Stored data entries

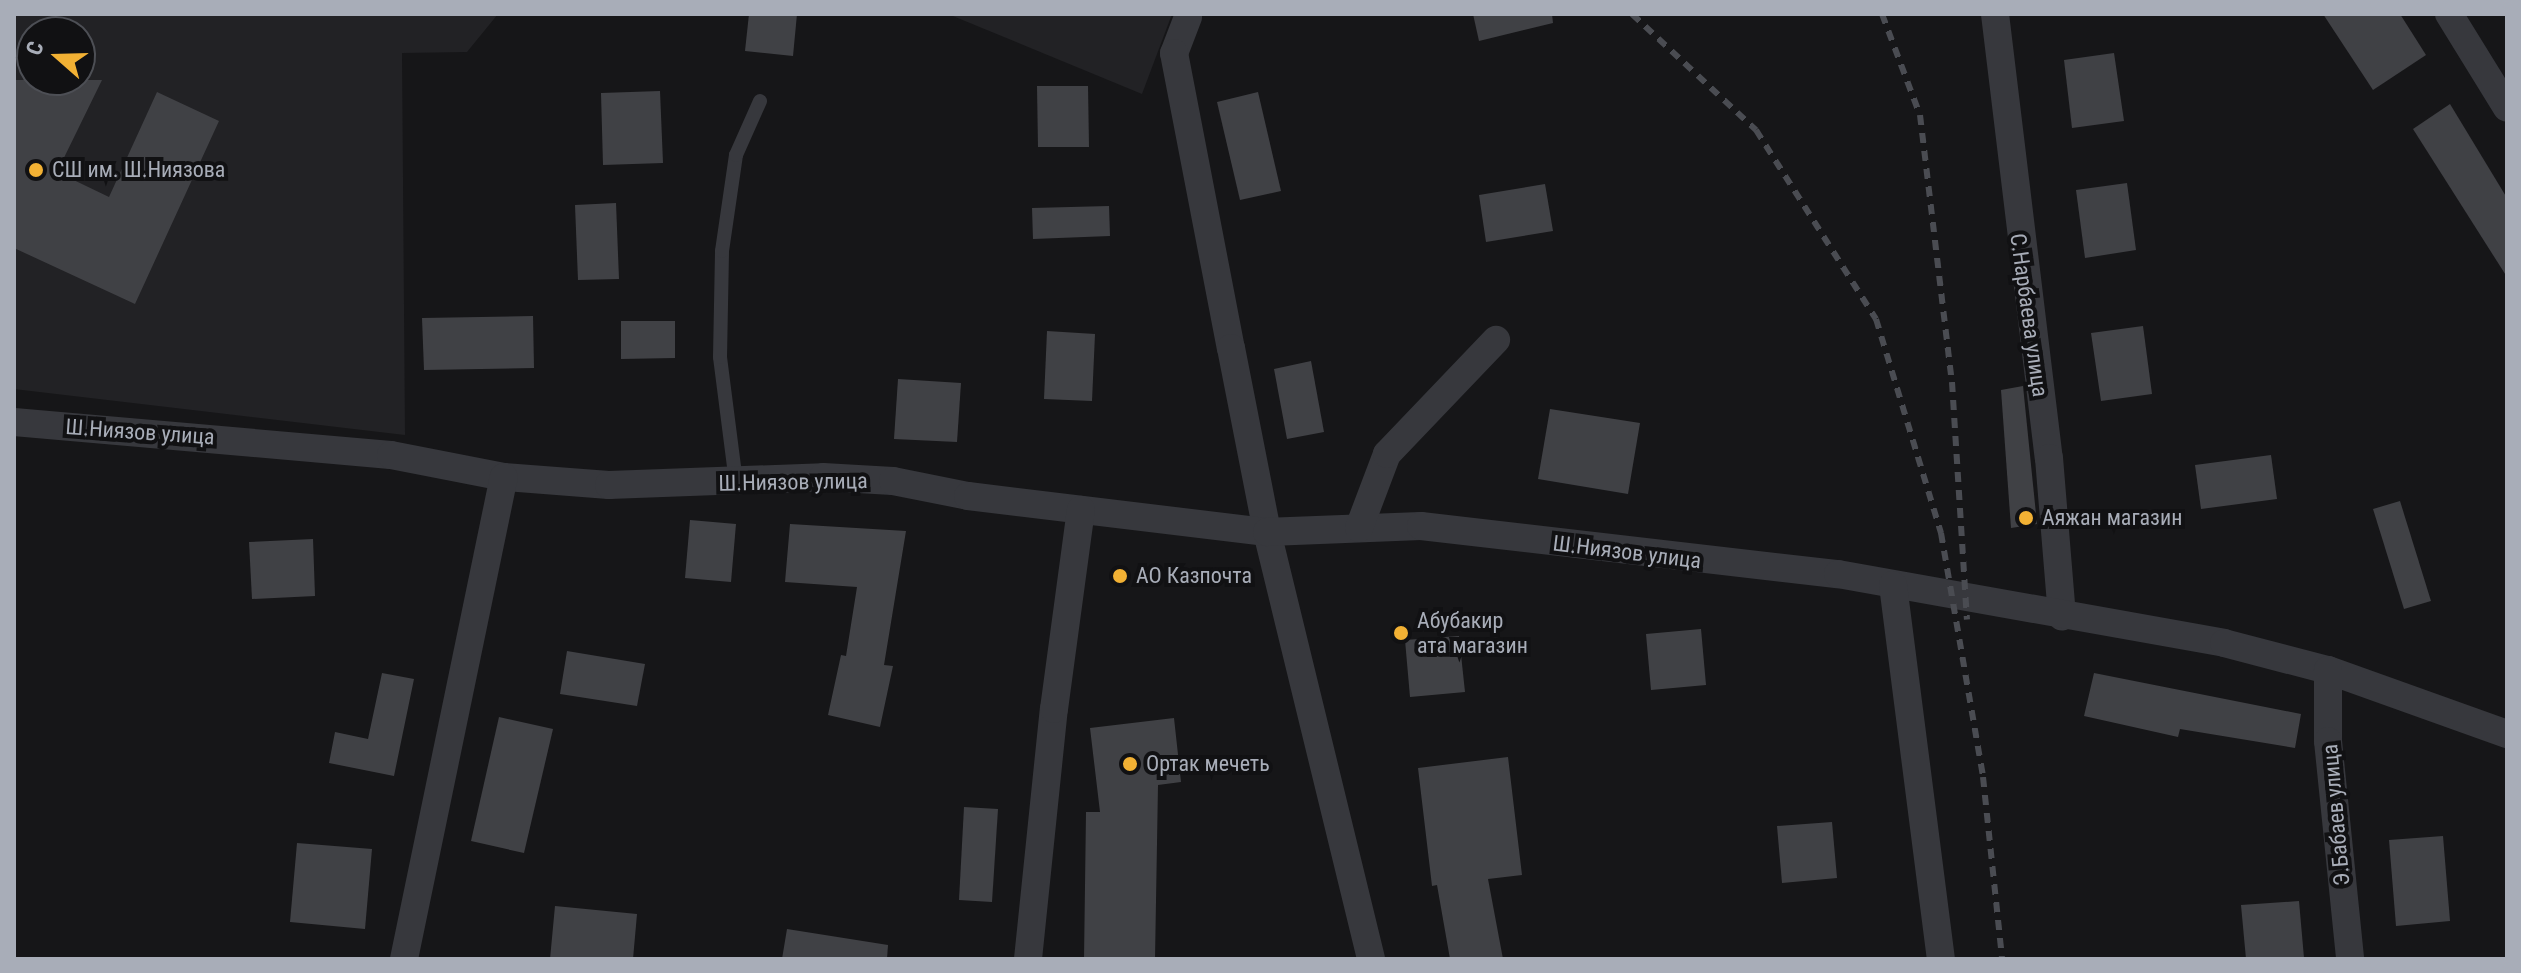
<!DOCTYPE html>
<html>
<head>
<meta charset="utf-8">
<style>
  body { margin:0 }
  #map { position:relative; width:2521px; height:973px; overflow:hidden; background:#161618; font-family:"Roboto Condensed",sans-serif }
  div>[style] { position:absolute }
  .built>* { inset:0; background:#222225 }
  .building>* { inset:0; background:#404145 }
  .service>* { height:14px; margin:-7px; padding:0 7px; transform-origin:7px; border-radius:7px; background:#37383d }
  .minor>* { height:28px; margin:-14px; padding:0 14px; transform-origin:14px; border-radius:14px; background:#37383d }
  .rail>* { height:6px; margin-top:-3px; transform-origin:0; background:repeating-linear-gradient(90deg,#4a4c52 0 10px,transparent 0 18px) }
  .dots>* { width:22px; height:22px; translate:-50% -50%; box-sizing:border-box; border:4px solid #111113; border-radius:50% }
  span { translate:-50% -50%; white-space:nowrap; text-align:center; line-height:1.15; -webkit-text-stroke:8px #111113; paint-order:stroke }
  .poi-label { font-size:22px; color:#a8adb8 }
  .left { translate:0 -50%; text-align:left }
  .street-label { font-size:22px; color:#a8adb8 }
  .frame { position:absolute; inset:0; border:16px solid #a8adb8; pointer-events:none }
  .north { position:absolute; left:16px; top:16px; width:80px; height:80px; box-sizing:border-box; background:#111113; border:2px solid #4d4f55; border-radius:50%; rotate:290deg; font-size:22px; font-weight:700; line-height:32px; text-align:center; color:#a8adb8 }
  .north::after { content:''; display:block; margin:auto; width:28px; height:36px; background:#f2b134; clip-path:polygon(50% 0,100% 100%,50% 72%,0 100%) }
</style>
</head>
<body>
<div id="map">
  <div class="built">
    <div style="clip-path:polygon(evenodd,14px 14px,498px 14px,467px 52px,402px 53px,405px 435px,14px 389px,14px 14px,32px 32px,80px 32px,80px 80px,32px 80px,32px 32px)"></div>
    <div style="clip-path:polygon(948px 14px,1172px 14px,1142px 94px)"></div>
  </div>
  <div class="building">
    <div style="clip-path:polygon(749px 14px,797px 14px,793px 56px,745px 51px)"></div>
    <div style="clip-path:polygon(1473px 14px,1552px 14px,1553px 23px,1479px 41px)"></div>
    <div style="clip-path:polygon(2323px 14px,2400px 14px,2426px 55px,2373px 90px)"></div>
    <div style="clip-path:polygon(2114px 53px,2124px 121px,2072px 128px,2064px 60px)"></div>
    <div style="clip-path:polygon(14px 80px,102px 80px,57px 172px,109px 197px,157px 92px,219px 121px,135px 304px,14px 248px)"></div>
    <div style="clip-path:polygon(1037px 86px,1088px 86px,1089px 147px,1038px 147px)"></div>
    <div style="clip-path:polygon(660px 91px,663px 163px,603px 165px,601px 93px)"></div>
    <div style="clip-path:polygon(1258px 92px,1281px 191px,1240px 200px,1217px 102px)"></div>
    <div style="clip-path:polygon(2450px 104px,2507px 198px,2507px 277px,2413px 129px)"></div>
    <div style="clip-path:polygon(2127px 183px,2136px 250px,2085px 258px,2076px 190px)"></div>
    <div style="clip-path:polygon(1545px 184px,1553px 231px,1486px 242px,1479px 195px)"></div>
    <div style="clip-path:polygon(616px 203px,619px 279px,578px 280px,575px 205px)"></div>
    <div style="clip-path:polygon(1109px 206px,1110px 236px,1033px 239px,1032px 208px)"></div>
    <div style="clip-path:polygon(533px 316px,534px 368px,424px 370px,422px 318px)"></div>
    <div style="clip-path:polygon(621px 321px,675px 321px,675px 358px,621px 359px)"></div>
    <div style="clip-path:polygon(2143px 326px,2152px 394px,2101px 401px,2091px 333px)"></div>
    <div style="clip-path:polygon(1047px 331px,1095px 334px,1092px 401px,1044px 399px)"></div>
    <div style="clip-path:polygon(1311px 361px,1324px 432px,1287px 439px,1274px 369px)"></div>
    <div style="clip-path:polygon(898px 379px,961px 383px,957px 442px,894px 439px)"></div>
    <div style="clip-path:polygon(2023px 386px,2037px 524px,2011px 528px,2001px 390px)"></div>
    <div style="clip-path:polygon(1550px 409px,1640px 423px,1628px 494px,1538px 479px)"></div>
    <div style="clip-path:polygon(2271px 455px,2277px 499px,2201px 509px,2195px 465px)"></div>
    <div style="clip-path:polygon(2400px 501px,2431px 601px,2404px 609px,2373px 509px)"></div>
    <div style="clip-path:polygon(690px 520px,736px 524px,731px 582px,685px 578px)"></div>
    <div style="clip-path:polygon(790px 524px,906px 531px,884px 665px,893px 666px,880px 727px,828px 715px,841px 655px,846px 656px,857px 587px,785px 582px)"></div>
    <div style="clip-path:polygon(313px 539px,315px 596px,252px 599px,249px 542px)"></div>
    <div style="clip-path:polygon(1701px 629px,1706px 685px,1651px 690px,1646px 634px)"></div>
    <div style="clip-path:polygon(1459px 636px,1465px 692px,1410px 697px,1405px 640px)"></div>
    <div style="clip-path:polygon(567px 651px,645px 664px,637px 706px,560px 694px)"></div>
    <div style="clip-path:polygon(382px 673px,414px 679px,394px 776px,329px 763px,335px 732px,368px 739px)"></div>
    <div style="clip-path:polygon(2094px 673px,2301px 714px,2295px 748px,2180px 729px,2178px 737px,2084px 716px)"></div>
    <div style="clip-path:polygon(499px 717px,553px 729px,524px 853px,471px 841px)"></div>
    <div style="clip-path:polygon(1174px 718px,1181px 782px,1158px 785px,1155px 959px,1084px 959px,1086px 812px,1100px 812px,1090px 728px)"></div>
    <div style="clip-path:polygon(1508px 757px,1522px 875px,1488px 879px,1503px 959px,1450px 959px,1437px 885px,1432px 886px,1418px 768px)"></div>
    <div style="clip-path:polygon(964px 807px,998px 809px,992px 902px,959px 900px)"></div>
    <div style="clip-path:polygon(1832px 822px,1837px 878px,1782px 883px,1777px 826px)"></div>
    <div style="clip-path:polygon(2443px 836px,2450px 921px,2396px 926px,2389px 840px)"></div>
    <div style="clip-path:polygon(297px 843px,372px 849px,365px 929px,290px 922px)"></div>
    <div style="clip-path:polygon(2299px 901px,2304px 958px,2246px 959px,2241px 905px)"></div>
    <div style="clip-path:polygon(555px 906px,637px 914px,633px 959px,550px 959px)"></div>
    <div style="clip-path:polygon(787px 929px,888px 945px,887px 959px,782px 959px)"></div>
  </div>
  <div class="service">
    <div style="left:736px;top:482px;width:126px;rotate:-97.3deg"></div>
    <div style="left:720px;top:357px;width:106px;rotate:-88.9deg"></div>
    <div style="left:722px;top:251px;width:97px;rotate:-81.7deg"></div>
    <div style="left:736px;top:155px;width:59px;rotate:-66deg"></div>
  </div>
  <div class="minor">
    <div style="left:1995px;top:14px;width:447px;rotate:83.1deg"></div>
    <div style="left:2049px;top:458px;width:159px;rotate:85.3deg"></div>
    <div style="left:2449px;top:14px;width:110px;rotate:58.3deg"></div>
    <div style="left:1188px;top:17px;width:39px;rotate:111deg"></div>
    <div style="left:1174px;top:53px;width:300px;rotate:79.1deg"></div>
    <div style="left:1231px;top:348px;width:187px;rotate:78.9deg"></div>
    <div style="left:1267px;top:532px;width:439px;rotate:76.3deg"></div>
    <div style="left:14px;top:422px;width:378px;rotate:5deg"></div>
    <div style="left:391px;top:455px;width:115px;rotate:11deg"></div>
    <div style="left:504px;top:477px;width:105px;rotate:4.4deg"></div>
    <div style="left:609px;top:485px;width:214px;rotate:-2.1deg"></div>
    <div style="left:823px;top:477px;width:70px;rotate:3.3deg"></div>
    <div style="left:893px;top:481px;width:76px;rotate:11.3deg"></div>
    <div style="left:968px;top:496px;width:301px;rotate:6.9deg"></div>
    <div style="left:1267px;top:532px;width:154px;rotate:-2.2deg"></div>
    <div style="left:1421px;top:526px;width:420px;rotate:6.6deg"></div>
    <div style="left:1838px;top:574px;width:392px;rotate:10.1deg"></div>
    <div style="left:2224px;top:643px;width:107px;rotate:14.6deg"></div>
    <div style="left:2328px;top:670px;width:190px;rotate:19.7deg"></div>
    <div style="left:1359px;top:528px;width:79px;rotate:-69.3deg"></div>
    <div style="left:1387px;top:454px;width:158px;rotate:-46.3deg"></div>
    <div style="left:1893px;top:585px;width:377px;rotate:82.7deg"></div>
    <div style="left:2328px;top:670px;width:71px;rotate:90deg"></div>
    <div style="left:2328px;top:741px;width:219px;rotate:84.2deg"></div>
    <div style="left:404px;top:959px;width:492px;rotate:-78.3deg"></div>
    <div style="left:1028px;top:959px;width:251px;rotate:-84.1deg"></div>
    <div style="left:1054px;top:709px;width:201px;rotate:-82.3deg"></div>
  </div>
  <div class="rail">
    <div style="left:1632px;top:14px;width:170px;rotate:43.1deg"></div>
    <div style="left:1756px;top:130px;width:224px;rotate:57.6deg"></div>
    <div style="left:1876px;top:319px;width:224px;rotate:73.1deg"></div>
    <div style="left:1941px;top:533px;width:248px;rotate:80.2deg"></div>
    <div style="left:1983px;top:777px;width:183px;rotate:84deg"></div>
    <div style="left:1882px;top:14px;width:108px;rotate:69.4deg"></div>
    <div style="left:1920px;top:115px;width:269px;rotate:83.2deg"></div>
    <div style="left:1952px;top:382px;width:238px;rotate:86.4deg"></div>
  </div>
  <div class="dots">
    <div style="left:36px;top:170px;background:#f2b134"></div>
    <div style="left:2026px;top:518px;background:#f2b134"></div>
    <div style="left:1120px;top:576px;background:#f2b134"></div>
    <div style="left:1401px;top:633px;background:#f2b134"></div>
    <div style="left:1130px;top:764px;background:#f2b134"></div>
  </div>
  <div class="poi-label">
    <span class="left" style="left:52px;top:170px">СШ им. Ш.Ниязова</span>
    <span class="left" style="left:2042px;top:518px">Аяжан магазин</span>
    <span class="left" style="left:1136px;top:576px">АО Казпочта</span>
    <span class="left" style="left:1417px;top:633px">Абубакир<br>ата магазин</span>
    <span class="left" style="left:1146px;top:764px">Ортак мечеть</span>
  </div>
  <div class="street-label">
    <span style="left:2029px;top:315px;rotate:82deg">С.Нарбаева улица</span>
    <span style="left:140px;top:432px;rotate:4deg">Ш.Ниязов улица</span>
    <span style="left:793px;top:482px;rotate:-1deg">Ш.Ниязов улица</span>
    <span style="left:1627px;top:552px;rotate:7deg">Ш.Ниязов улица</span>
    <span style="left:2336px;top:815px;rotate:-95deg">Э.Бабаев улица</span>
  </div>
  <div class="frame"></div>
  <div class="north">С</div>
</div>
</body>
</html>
---
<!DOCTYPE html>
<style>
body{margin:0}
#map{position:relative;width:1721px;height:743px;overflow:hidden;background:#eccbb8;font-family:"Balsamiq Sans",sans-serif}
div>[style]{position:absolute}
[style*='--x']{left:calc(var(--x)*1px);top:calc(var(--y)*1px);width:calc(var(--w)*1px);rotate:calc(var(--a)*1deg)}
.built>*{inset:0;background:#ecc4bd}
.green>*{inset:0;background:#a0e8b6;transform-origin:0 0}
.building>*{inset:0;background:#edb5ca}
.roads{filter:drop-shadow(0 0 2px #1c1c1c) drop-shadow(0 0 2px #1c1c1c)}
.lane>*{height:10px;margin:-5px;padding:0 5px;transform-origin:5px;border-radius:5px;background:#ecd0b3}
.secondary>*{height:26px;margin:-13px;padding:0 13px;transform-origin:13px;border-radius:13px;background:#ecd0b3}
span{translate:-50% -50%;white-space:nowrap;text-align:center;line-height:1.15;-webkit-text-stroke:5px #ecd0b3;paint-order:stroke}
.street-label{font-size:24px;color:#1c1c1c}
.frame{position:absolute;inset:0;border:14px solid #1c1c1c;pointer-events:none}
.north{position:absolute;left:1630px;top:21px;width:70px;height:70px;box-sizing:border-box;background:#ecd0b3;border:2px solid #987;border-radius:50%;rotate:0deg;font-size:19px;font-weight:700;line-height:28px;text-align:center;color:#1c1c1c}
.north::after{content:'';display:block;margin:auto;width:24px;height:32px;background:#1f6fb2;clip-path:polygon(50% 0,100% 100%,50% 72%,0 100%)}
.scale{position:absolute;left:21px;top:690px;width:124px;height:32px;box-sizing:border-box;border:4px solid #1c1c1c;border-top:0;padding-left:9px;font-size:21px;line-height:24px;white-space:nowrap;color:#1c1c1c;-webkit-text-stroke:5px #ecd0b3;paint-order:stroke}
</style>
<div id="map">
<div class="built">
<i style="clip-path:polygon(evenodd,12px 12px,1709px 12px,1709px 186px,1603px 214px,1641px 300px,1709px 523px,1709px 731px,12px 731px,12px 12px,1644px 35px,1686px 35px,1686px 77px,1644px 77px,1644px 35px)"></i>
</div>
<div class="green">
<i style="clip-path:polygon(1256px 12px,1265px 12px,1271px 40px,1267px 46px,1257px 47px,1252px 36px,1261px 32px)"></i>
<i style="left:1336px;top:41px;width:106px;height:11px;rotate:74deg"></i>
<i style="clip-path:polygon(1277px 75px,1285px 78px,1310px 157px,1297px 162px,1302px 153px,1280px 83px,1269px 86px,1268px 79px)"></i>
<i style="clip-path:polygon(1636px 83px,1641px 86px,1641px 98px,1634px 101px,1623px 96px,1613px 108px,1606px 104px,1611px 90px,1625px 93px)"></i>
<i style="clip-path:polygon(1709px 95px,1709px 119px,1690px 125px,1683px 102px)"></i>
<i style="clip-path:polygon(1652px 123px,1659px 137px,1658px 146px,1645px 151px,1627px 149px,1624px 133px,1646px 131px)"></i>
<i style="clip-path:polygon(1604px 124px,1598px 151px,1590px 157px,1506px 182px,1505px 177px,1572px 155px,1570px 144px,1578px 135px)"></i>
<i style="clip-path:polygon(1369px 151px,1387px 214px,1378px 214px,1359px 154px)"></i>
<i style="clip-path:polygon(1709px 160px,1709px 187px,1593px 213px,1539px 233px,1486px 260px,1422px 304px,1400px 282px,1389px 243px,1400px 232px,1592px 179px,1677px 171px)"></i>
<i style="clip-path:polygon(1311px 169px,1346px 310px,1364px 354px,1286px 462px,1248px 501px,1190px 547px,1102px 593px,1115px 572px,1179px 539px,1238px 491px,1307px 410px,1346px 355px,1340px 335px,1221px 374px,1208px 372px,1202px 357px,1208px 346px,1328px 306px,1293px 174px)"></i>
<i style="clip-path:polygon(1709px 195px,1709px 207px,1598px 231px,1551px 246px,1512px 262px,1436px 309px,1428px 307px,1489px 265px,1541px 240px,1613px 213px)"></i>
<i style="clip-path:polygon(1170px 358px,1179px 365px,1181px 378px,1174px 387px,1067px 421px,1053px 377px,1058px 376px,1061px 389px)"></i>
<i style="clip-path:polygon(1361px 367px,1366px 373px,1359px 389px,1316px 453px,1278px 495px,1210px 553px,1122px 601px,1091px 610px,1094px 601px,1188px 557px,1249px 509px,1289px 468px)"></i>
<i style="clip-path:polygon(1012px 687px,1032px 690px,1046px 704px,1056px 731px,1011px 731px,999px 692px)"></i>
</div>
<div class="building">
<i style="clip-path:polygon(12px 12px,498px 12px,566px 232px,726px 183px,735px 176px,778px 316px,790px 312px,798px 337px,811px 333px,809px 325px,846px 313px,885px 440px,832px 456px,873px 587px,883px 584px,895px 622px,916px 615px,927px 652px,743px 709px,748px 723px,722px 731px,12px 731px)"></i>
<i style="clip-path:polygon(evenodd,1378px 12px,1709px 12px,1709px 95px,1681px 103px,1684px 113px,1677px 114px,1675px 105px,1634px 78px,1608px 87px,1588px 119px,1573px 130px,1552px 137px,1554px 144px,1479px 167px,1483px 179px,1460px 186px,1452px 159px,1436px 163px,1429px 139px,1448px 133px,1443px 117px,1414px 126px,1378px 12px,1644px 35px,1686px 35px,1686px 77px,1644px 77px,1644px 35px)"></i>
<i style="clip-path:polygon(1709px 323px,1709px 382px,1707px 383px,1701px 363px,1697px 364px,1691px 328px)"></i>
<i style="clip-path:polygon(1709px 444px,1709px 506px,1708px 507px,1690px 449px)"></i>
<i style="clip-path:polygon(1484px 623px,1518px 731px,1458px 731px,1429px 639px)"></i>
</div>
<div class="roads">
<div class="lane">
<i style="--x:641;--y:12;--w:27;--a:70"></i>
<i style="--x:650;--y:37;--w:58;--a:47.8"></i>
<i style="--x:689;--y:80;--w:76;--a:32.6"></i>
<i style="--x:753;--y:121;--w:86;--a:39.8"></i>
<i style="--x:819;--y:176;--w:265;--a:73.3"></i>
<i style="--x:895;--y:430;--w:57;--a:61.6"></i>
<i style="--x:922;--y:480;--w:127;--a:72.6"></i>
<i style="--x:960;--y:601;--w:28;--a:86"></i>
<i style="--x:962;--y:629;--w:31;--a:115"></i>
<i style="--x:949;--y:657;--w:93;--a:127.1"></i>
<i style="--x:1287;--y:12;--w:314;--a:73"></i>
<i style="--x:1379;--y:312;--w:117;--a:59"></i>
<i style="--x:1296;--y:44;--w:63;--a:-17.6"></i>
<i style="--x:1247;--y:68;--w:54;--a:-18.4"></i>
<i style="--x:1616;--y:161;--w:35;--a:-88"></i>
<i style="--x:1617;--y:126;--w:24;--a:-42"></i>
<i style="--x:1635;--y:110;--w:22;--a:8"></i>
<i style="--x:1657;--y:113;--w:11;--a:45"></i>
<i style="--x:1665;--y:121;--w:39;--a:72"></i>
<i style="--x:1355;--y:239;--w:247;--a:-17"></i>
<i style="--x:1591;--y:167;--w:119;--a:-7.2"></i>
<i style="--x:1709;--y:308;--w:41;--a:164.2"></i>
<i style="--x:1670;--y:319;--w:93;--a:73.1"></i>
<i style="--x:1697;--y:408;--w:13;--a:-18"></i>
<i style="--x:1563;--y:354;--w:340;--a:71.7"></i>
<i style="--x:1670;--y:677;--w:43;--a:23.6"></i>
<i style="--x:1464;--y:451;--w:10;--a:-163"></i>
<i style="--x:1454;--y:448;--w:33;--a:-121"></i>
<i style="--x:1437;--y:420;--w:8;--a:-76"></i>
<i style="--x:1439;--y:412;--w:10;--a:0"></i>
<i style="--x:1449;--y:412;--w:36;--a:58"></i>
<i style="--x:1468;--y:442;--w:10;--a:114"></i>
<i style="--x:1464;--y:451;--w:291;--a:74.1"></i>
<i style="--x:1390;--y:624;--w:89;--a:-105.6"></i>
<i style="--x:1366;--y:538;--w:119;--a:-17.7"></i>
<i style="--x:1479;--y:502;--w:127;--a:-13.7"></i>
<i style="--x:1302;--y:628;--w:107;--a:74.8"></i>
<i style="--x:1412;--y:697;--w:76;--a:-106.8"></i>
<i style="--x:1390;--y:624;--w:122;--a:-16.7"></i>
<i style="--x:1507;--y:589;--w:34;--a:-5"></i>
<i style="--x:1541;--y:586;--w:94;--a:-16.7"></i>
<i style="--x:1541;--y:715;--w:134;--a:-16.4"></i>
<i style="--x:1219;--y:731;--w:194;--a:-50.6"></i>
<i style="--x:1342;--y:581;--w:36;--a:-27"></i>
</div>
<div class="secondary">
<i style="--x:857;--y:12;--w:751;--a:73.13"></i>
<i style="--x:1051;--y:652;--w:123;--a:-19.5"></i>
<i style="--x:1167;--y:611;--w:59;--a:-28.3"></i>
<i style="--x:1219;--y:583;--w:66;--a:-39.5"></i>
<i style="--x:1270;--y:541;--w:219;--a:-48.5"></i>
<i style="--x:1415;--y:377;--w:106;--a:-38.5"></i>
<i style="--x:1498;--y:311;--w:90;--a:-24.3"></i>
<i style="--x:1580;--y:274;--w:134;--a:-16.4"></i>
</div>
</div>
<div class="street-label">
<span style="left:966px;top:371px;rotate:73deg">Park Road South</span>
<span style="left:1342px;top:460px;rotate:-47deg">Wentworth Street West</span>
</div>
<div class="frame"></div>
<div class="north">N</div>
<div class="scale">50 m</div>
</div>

**Task description:** Scan the entries above for the word "overflow". Report the lines that hold it.

**Solution to the problem:**
  #map { position:relative; width:2521px; height:973px; overflow:hidden; background:#161618; font-family:"Roboto Condensed",sans-serif }
#map{position:relative;width:1721px;height:743px;overflow:hidden;background:#eccbb8;font-family:"Balsamiq Sans",sans-serif}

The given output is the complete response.